If you are suffering from condensation, I suggest that the first tool in your armoury should be this chart. Next get a cheap hygro-thermometer from someone like Thermometers Direct. This will tell you what is happening in each room in terms of both temperature and relative humidity. Armed with these, you are ready to become a moisture sleuth. You yourself can work out just why exactly you are getting condensation. And what you need to do to avoid it happening in future.

Keeping the room warm enough to prevent any surfaces reaching dew point is an obvious way of stopping condensation. But some badly insulated walls and ceilings can be difficult to keep sufficiently warm– remember condensation usually starts on the coldest surface. The other method used to eliminate condensation is to reduce the amount of water vapour in the room: at its simplest, this means opening a window and exchanging the warm moist air inside with some cold damp air from outside. Whilst this may seem counter-intuitive, the chart shows that the cold air outside holds far less water vapour, even though it may be close to saturation. More expensive options include whole house ventilation systems that can be an almighty hassle to fit into an existing house.

There may be some very simple solutions staring you in the face such as keeping all the internal doors open and thus evening out the humidity levels across the whole house rather than letting them build up in one place.

24 Oct 2006

Timber frame wins on airtightness

Housebuilder magazine (Oct 2006) has published a short article by Graeme Owen of BSRIA about how new homes are doing in the airtightness stakes. The tests were carried out before the new requirement for airtightness testing came into effect but nevertheless the results are dramatic.

The pass rate, set out in Part L1A, is 10m3 per hour per m2 of heated envelope at 50 Pascals of pressure, which is such a mouthful that it is now being reduced to 10 q50. Energy wonks don’t regard this as very demanding: the best practice low energy homes score as low as 1.5 q50. Nevertheless, many of our new homes struggled to make it through the new hurdle.

All but 3% of timber frame homes achieved a pass and as many as 73% of timber frame homes tested achieve a score of 5 q50 or less. In contrast, 28% of masonry homes failed the new standard and only 6% met a score of 5 or less.

Why the huge difference? Well there is a clue given in the article. Apparently, the masonry build data was further broken down into houses which were wet-plastered and those which were dry-lined, using plasterboard stuck on with dot and dab. The wet-plastered houses achieved a pass rate comparable with timber frame: the dry-lined homes most certainly didn’t. To build airtight with dry-lined walls, you need to seal around all the edges, something that has very rarely been done till now.

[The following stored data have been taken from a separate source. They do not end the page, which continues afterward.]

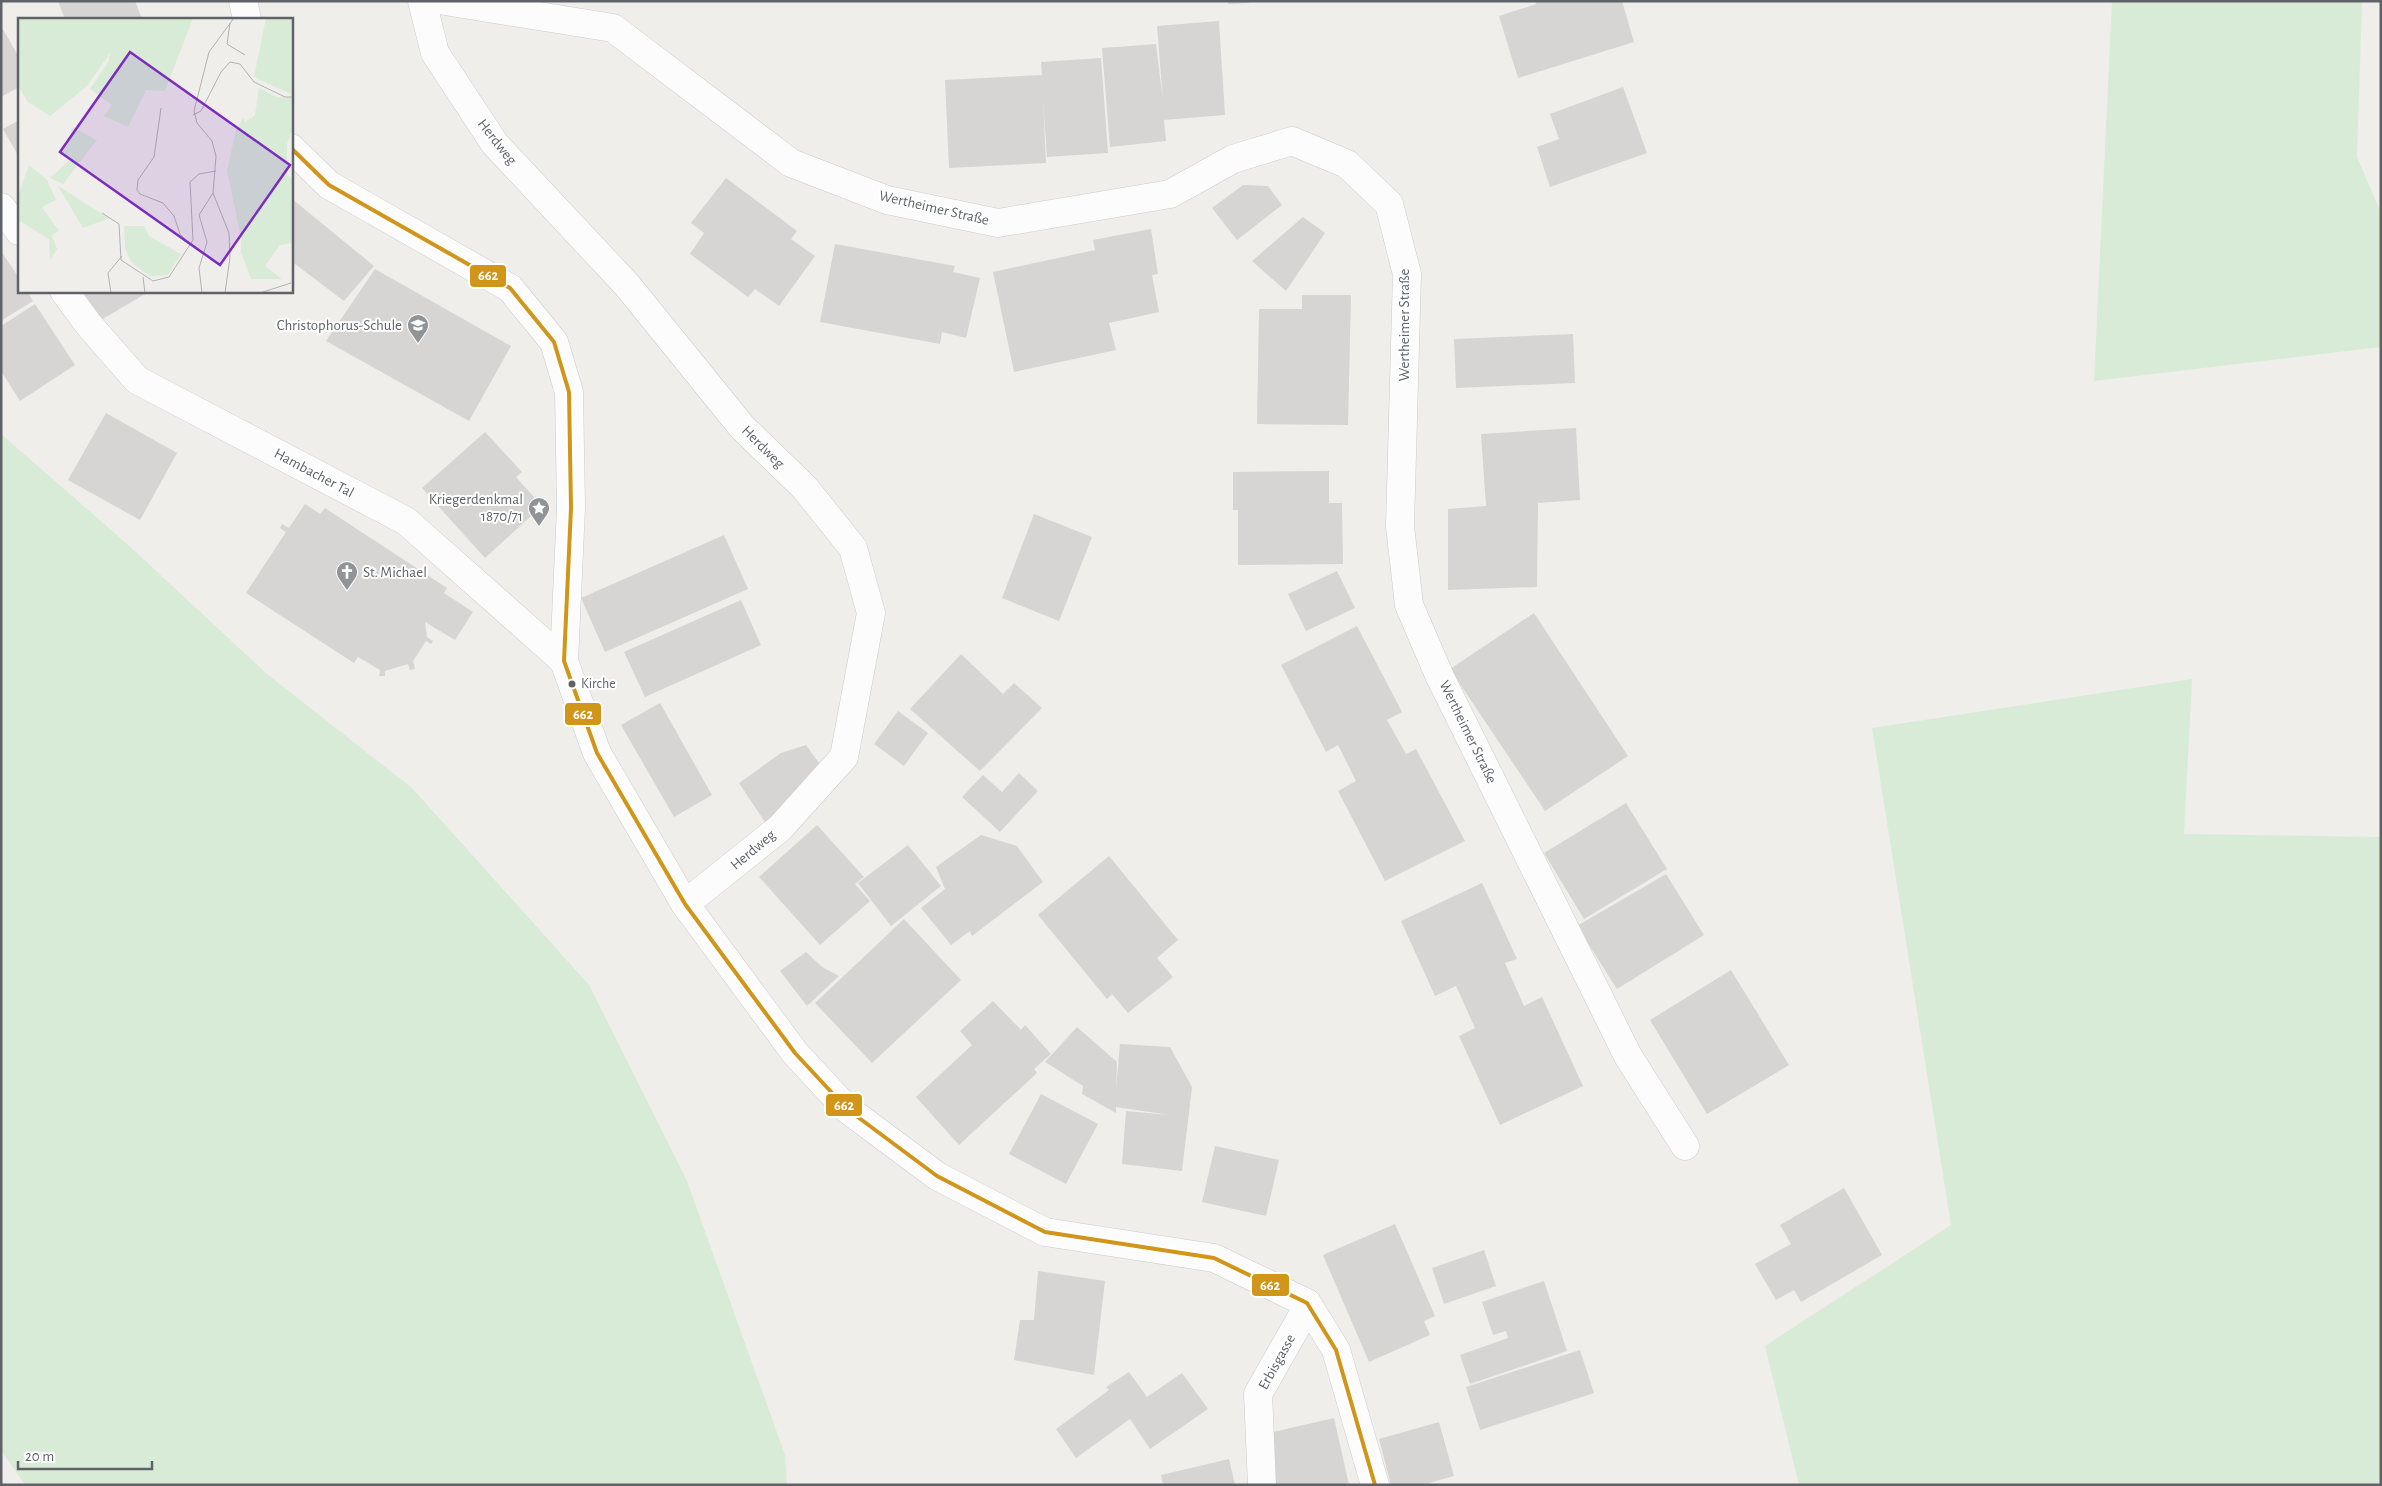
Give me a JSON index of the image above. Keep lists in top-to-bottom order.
{
  "streets": {
    "street": [
      "Herdweg",
      "Wertheimer Straße",
      "Hambacher Tal",
      "Erbisgasse"
    ]
  },
  "crossings": [
    ["Herdweg", "Hambacher Tal"],
    ["Hambacher Tal", "Erbisgasse"]
  ],
  "places": {
    "school or university": ["Christophorus-Schule"],
    "place": ["Kriegerdenkmal 1870/71"],
    "church": ["St. Michael"],
    "other": ["Kirche"]
  },
  "lines": ["transit line 662"],
  "scale_bar": "20 m"
}
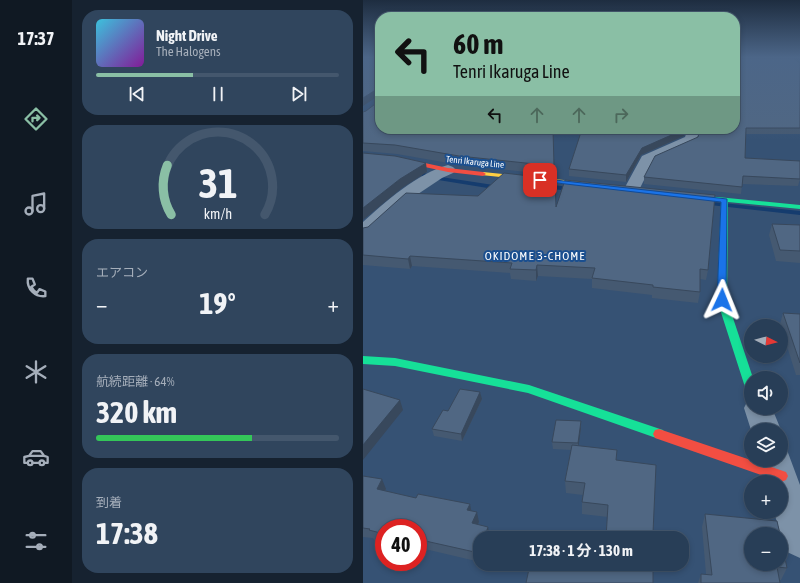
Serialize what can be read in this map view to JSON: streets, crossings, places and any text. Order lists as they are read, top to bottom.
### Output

If you want to download BSRIA’s guide to airtight building and the new testing regime, click right
here

18 Oct 2006

Channel 4 Beckons

I get contacted on occasion by TV producers wanting me to source chaos and disaster on the nation’s building sites. Sometimes I can’t be arsed to do anything about it but, if the idea sounds like a good one, I’ll do what I can to summon interest. This idea sounds like a good one.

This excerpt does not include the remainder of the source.